If this were a regular journalistic article, this is where you would start reading about someone trying to survive solely on minimum wage. I knew the type of person I wanted to find for this story. I wanted to find someone who was working really hard at a low-paying job, yet barely making ends meet. A person whose life and struggle I could summarize in the space of two or three paragraphs, give or take about 150 words. A person who didn’t fall into the government’s assertion that minimum wage earners are young and only work part time. I wanted someone over the age of 25 and working full time at $5.90. If she were a single mother, that would make the story even more compelling.

She would be the “new face of minimum wage,” the title I had in my head several times. It’s a little harsh, but this is the way journalists think sometimes; it’s good when we find someone suffering in order to make our point.

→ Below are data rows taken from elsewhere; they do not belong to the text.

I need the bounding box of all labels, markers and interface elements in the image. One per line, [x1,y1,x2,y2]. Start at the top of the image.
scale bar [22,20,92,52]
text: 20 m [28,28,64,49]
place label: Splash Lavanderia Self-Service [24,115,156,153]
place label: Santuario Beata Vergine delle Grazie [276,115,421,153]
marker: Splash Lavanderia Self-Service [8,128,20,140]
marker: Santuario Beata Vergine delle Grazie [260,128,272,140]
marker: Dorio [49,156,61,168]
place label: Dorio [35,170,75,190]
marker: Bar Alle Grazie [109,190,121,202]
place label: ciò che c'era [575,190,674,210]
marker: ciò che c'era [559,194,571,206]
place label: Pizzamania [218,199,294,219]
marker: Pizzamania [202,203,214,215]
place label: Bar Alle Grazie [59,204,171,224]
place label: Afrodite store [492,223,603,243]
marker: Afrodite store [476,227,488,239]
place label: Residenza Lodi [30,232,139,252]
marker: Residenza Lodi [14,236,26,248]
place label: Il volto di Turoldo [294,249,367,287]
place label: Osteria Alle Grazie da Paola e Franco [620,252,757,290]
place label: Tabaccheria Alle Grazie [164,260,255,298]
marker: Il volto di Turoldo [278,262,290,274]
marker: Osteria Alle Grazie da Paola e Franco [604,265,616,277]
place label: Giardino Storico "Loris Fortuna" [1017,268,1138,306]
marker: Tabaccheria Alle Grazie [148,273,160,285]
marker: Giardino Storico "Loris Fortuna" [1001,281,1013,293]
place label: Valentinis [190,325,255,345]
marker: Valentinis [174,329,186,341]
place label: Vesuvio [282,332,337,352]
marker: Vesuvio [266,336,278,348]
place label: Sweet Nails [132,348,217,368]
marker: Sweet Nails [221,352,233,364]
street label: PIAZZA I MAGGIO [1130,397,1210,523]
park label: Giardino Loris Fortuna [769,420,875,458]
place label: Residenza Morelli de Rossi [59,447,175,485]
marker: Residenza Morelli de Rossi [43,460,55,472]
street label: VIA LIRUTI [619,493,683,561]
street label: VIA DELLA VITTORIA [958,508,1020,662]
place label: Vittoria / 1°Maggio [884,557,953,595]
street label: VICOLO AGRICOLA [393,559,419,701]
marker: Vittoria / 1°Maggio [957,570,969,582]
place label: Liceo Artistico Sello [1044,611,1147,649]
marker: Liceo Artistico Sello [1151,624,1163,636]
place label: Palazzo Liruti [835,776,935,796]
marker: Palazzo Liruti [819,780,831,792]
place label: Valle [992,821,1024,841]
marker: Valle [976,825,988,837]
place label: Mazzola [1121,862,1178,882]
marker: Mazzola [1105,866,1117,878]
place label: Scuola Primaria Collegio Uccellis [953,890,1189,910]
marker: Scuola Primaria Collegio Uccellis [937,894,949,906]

But I couldn’t find such a person. I did find folks working at minimum wage, but I couldn’t find the proper person to give this story the punch it needed. I really did look for that subject; I contacted friends, family, colleagues, social organizations etc., and employed a good chunk of my investigative journalism skills to find someone to fit the correct profile for this story. But no such luck.

It’s not that these people don’t exist. According to the most recent Minimum Wage Profile from the Government of Alberta, there are about 11,000 people, or 0.9 per cent of our workforce, working for minimum wage. More than half of those, 52.6 per cent, work part time, so that still leaves about 5,200 people working full time at $5.90 per hour. For many of those workers, the minimum wage job is not their only source of income, and some of those still live with parents who take care of the major expenses. Alberta doesn’t keep figures on that, but in B.C. (where the minimum wage is $8 per hour unless you’re just starting in the workforce; then it’s $6 per hour for your first 500 hours of work), they’ve determined that about 40 per cent of full-time minimum wage earners rely solely on that income.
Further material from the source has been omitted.